What to produce
The answer must be a single number: the count of lines below that contain the string "nowrap".

Task inputs
● ● ● ● ●
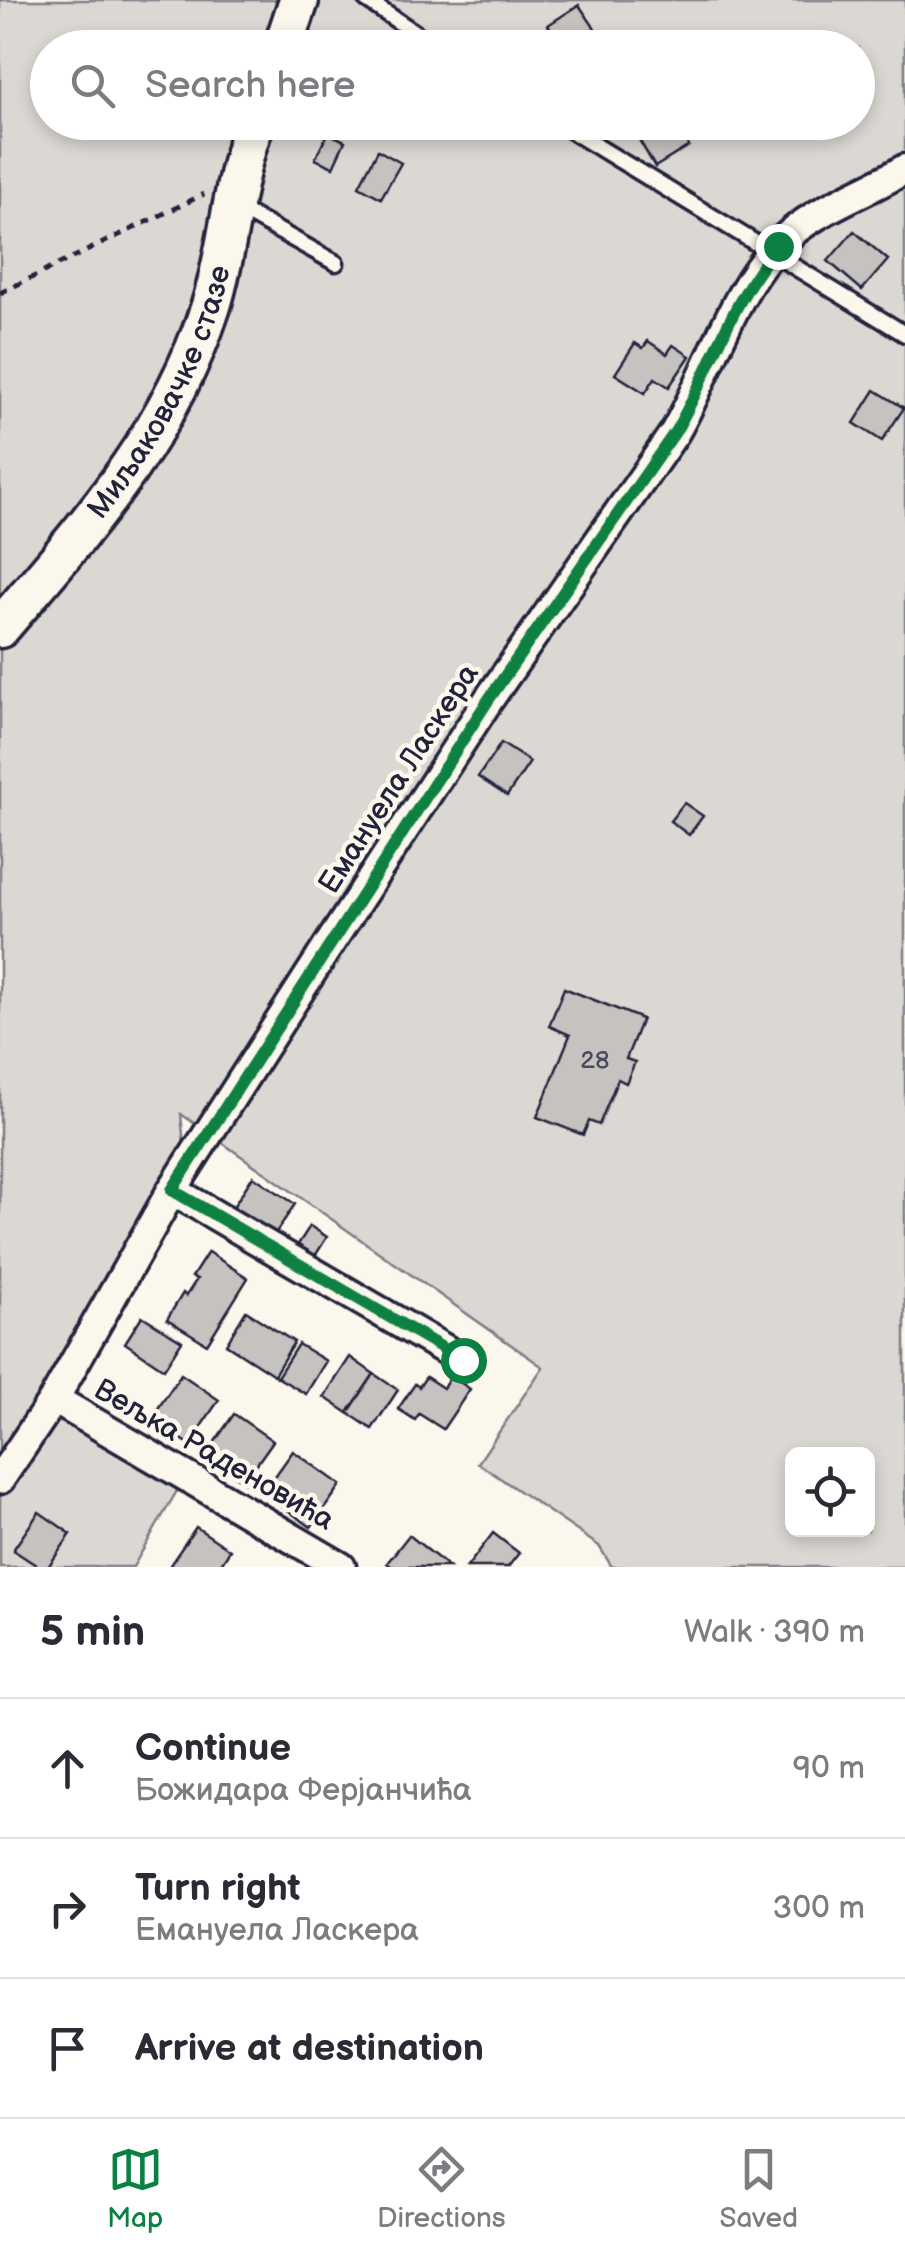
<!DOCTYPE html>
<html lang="en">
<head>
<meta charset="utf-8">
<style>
	body { margin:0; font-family:"Balsamiq Sans",sans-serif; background:#f7f7f7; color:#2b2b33 }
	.controls { position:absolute; right:30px; bottom:30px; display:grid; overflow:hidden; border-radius:15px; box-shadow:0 5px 15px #0003 }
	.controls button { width:90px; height:90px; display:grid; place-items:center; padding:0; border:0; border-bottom:2px solid #e1e1e2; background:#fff; color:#2b2b33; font:50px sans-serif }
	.stop { position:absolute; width:30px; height:30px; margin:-22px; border:8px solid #0b8043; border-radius:50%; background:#fff }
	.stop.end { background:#0b8043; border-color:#fff; box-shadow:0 2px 10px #0008 }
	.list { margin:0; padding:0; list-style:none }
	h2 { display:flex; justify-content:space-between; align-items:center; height:130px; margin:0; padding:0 40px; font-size:42px }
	h2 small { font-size:32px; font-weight:400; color:#7c7c81 }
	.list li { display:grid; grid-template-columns:65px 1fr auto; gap:30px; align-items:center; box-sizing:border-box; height:140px; padding:0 40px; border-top:2px solid #e1e1e2 }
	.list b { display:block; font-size:38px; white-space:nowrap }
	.list p { margin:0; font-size:32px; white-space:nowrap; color:#7c7c81 }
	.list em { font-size:32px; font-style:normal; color:#7c7c81 }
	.icon { flex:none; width:55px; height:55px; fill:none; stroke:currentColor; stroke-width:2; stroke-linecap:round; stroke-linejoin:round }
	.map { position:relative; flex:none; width:905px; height:1567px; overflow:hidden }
	.search { position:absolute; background:#fff; box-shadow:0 5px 15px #0003; left:30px; right:30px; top:30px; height:110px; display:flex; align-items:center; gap:25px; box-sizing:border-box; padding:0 35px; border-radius:55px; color:#7c7c81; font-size:38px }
	.sheet { height:550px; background:#fff }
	nav { display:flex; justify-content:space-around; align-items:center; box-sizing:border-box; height:140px; border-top:2px solid #e1e1e2; background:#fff; font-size:28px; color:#7c7c81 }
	nav a { display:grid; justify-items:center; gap:5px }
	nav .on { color:#0b8043 }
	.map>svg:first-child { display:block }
	.green { fill:#dbd8d3; stroke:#7e7d87; stroke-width:2.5; fill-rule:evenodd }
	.building { fill:#c6c2c0; stroke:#22223b; stroke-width:2.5 }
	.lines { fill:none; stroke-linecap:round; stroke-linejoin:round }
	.lane-casing { stroke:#22223b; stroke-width:21 }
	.street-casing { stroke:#22223b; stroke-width:35 }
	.secondary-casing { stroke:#22223b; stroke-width:45 }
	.path { stroke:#22223b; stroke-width:5; stroke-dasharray:8 8; stroke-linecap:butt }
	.lane { stroke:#fbf7ec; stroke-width:14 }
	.street { stroke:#fbf7ec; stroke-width:28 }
	.secondary { stroke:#fbf7ec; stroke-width:38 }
	.route { stroke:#0b8043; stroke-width:12 }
	.labels { text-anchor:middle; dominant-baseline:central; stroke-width:9; stroke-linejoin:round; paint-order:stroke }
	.number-label { font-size:25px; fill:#4b4a5c }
	.street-label { font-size:30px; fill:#22223b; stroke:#fbf7ec }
</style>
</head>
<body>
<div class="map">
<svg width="905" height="1567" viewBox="0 0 905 1567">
	<rect width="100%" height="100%" fill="#fbf7ec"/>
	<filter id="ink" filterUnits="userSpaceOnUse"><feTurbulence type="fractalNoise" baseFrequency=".01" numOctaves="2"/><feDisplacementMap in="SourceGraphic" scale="20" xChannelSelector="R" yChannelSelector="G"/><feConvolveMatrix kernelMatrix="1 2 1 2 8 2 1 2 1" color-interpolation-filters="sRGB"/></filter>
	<g filter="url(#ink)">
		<path class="green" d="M0,0H905V1567H612L599,1546L478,1463L543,1367L181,1114L184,1145L34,1401L178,1489L133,1567H0ZM48,48H858V122H48ZM792,1454H868V1530H792Z"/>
		<g class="building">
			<polygon points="579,5 608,48 563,48 548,25"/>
			<polygon points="652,122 675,122 689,146 655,167 635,133"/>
			<polygon points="328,133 345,141 333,167 315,159"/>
			<polygon points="378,150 401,163 381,198 359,186"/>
			<polygon points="854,231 888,260 862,290 828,261"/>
			<polygon points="648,341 667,354 673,345 690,356 669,387 655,378 645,393 615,374 635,343 643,348"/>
			<polygon points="875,390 904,408 882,441 854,423"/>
			<polygon points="501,743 530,762 507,796 478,777"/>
			<polygon points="684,803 703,816 689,835 670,821"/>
			<polygon points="564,988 642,1019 626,1059 635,1062 626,1083 618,1079 599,1125 589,1121 583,1135 537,1117 570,1035 549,1026"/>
			<polygon points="253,1176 295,1204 275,1234 233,1207"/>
			<polygon points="310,1226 327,1237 315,1256 297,1246"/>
			<polygon points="208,1252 248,1278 207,1344 167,1319 183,1293 186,1296 197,1279 192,1277"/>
			<polygon points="246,1311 294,1342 274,1375 226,1344"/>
			<polygon points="142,1316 182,1341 164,1369 125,1343"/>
			<polygon points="298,1344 326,1361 306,1394 277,1377"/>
			<polygon points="350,1357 374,1374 348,1413 324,1397"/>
			<polygon points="181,1374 219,1400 189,1444 151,1419"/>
			<polygon points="374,1374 398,1390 372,1429 348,1413"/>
			<polygon points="451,1376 470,1389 443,1429 419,1414 415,1420 398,1409 415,1384 419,1387 426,1377 443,1388"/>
			<polygon points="234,1414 273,1441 244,1482 205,1456"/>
			<polygon points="293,1451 341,1485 311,1527 263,1493"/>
			<polygon points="39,1512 71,1534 48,1567 39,1567 13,1550"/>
			<polygon points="196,1527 230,1550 219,1567 172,1567 170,1565"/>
			<polygon points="493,1533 519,1553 508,1567 467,1567"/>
			<polygon points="409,1535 449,1567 392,1567 387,1563"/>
		</g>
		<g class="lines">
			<defs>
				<g id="lane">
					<polyline points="366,0 438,48"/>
					<polyline points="557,122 905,334"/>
					<polyline points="236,207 336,263"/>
				</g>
				<g id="street">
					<polyline points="172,1190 463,1360"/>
					<polyline points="54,1399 341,1567"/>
					<path d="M0,1479L54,1399L172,1190L332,940L489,699L675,432C711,370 735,279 791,233C824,206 868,191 905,169"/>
				</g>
				<g id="secondary">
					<polyline points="283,48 299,0"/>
					<path id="s1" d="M0,628C86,527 167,439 210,309C230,247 231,183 255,122"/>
				</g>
			</defs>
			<use href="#lane" class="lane-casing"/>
			<use href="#street" class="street-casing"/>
			<use href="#secondary" class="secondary-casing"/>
			<polyline class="path" points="0,293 204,194"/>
			<use href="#lane" class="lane"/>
			<use href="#street" class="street"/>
			<use href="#secondary" class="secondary"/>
		</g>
	</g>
	<g class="lines" filter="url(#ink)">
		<path class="route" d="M463,1360L172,1190L489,699L675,432C711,371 731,299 778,246"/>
	</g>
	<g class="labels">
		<g class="number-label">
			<text x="595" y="1060">28</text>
		</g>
		<g class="street-label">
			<text stroke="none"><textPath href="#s1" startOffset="288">Миљаковачке стазе</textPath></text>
			<text transform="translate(399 779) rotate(-57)">Емануела Ласкера</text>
			<text transform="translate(214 1455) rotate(30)">Вељка Раденовића</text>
		</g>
	</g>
</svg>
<div class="controls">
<button><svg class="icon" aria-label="locate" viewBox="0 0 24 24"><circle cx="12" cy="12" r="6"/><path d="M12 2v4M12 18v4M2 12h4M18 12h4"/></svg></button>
</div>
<div class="stop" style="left:463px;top:1360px"></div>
<div class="stop end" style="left:778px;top:246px"></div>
<div class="search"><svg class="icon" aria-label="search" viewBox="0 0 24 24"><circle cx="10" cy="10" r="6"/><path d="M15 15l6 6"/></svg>Search here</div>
</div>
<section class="sheet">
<h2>5 min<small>Walk · 390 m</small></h2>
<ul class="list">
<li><svg class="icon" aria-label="ahead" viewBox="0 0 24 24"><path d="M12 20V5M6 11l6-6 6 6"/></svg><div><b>Continue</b><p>Божидара Ферјанчића</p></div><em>90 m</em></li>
<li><svg class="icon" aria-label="right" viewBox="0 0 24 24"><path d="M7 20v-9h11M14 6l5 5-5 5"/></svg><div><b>Turn right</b><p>Емануела Ласкера</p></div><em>300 m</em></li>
<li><svg class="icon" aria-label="arrive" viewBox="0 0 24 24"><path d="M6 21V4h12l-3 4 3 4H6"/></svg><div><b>Arrive at destination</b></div></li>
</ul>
</section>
<nav>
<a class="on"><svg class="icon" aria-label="map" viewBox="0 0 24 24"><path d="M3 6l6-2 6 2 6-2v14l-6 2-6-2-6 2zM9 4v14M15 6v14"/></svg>Map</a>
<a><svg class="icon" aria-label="directions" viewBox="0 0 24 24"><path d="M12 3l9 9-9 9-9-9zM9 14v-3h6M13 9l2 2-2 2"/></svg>Directions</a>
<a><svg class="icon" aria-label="saved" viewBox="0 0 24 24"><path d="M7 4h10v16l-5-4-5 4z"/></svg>Saved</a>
</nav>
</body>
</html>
● ● ● ● ●
Output of the exercise
2